El insoportable chantaje moral israelí

Barcelona, 19 de junio de 1987. Miembros de la banda terrorista ETA aparcan un coche cargado con 200 kilos de material explosivo en el estacionamiento del hipermercado Hipercor de la Avenida Meridiana. A las 16:10 horas estalla la bomba, causando una enorme explosión que produce efectos similares a los del napalm. El sádico atentado, claramente dirigido a la población civil, dado el lugar de los hechos (un concurrido centro comercial situado en una de las calles más populosas de Barcelona), provoca 21 muertos y 45 heridos, en su mayoría mujeres y niños.

A las 17:30 se reúne en el Palacio de la Moncloa un mini-gabinete de crisis presidido por Felipe González  -al que también asisten los ministros de Defensa e Interior-, para analizar la situación. Tras el encuentro, el presidente del Gobierno declara: “Llevamos demasiado tiempo sufriendo la lacra del terrorismo. Esta es la gota que colma el vaso”. Y acto seguido el Ejecutivo da orden al Ejército para llevar a cabo una operación militar que se denominará Viento Norte, a fin de responder al bárbaro atentado.

Susana Alonso

Las siguientes jornadas son dantescas: el ejército arrasa la provincia,  y los aterrorizados guipuzcoanos, presionados por los bombardeos, intentan huir por mar y por tierra. Pero es inútil: San Sebastián, principal puerto del territorio, es cañoneado de forma inmisericorde por los destructores de la Armada, y en la frontera de Hendaya quienes intentan pasar a Francia son recibidos con fuego de metralleta. Los que se quedan no corren mejor suerte: el Gobierno Central también ha dado orden de cortar todo suministro. Ya no hay luz, ni agua, ni alimentos, ni combustible. Las operaciones y los partos se tienen que atender a la luz de la velas o de los móviles.

Tras el ataque, Felipe González proclama: “Como estado democrático, tenemos derecho a defendernos del terrorismo. Y una ofensiva así era necesaria puesto que la población civil vasca oculta y ampara a ETA”.

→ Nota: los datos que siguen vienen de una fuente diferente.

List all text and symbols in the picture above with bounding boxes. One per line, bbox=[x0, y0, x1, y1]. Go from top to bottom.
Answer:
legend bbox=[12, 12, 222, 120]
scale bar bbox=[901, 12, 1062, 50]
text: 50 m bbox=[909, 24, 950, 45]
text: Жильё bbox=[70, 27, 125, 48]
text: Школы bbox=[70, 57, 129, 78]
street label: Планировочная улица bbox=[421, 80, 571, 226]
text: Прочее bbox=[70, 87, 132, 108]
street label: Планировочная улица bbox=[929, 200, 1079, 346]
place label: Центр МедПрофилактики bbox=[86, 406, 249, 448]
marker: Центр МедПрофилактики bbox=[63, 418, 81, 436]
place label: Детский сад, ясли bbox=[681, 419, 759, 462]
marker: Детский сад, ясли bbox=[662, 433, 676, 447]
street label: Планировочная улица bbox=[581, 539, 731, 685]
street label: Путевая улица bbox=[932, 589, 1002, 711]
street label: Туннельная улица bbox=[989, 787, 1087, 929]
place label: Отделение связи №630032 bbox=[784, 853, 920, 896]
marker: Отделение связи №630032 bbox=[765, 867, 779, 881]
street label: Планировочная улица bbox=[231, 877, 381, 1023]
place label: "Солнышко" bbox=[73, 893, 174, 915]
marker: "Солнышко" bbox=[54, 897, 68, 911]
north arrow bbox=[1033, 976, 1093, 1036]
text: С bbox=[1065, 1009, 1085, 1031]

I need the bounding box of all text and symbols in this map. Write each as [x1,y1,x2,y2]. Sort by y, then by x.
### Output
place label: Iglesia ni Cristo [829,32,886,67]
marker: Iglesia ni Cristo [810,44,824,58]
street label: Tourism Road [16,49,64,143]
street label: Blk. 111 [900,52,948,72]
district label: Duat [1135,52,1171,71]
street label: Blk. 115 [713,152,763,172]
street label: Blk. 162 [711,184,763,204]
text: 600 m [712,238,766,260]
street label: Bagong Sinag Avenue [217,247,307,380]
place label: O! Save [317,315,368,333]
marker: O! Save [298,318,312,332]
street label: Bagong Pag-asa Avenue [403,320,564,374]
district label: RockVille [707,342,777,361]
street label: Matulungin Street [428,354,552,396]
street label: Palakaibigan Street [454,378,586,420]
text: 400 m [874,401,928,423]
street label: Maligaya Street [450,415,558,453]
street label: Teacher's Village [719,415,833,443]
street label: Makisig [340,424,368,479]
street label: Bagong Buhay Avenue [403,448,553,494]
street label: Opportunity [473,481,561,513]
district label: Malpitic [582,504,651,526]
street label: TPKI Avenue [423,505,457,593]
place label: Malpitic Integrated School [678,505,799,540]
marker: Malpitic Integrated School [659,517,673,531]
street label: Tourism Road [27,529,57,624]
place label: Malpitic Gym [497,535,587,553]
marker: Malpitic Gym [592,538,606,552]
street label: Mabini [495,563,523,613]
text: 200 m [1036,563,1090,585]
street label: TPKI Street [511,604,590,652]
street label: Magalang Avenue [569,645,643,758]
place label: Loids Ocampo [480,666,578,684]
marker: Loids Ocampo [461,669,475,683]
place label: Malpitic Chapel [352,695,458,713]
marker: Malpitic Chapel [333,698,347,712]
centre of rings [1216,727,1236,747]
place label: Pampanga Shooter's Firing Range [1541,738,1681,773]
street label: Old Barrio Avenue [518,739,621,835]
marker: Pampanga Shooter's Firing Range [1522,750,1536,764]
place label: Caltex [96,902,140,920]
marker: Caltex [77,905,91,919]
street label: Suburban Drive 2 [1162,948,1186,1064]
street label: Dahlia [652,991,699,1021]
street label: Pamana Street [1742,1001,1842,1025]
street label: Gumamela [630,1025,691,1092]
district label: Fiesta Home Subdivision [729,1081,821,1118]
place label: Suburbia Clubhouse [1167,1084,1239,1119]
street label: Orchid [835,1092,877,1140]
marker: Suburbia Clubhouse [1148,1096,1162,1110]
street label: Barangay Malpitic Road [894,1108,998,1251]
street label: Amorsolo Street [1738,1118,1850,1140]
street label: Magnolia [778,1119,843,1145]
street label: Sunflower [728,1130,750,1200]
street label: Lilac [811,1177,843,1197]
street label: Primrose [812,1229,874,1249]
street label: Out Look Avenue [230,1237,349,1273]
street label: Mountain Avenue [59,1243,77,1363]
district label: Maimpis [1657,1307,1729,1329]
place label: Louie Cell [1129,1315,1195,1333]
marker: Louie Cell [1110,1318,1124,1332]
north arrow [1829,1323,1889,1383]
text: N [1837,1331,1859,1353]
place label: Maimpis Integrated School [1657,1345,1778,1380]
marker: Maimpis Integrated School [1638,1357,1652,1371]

¿Les suena la historia? Nada como extrapolar a nuestro propio contexto hechos que percibimos como ajenos y distantes, para que éstos adquieran una nueva dimensión: su verdadera y trágica dimensión. Que ser un estado democrático no confiere derecho a practicar la limpieza étnica, ni siquiera cuando sufre el azote terrorista, es lo justo, lo ético, lo legal. Que el primo de zumosol de Israel, Estados Unidos, junto con su siervo, la Unión Europea, se hayan puesto del lado de quien comete tal atrocidad en Gaza, no es más que el enésimo capítulo de –como diría Borges– la Historia Universal de la Infamia. Una infamia, por cierto, de la que también participa nuestra derecha española, que mientras clama por la igualdad en sus manifestaciones contra la Amnistía (la igualdad jurídica, nunca la social y económica: la plebe debe ocupar el lugar que le corresponde en el mundo),  apoya a un estado que no sólo perpetra una carnicería, sino que además se permite anatemizar a quienes la condenan, señalándolos como antisemitas. ¿Que usted reconoce el derecho del estado de Israel a existir? Bien. ¿Que usted condena el reciente ataque de Hamás? Perfecto. Pero da igual: Si no aprueba mi ofensiva en Gaza es usted un antisemita. Al mismo nivel de Goebbels o Klaus Barbie.

El último estigmatizado por esta insólita fatwa es Pedro Sánchez. Su posición ante el conflicto, basada en un criterio de pura justicia y sentido común, esto es, condenando a Hamás pero afirmando a la vez que “con las imágenes que estamos viendo y con el número creciente de víctimas, sobre todo de niños y niñas que están muriendo, tengo francas dudas de que (Israel) esté cumpliendo con el derecho internacional humanitario”, le ha valido a España el linchamiento de Israel, como ya sucediera antes con el presidente de la ONU, António Guterres. Un linchamiento que engrandece, paradójicamente, a quien no lo merece: un presidente del gobierno al que todos sabemos un cínico profesional, capaz de afirmar a la vez una cosa y su contraria.

La violencia israelí debe cesar, pero también su insoportable chantaje moral, que pesa como una losa sobre las conciencias. Una artimaña que el estado hebreo ejerce tanto desde el papel de eterna víctima (que se nutre perversamente de la memoria infausta del Holocausto) como desde el supremacismo propio de sentirse el pueblo elegido.

El Roto, lúcido y mordaz observador de la realidad, publicó hace tiempo un dibujo en que un judío, tocado con la tradicional kipá, exclamaba ante un muro construido por Israel: “El crédito del Holocausto lo hemos dilapidado en muros y armamento”.

Lo increíble es que parecen ignorarlo. Ya es hora de que se lo hagamos saber.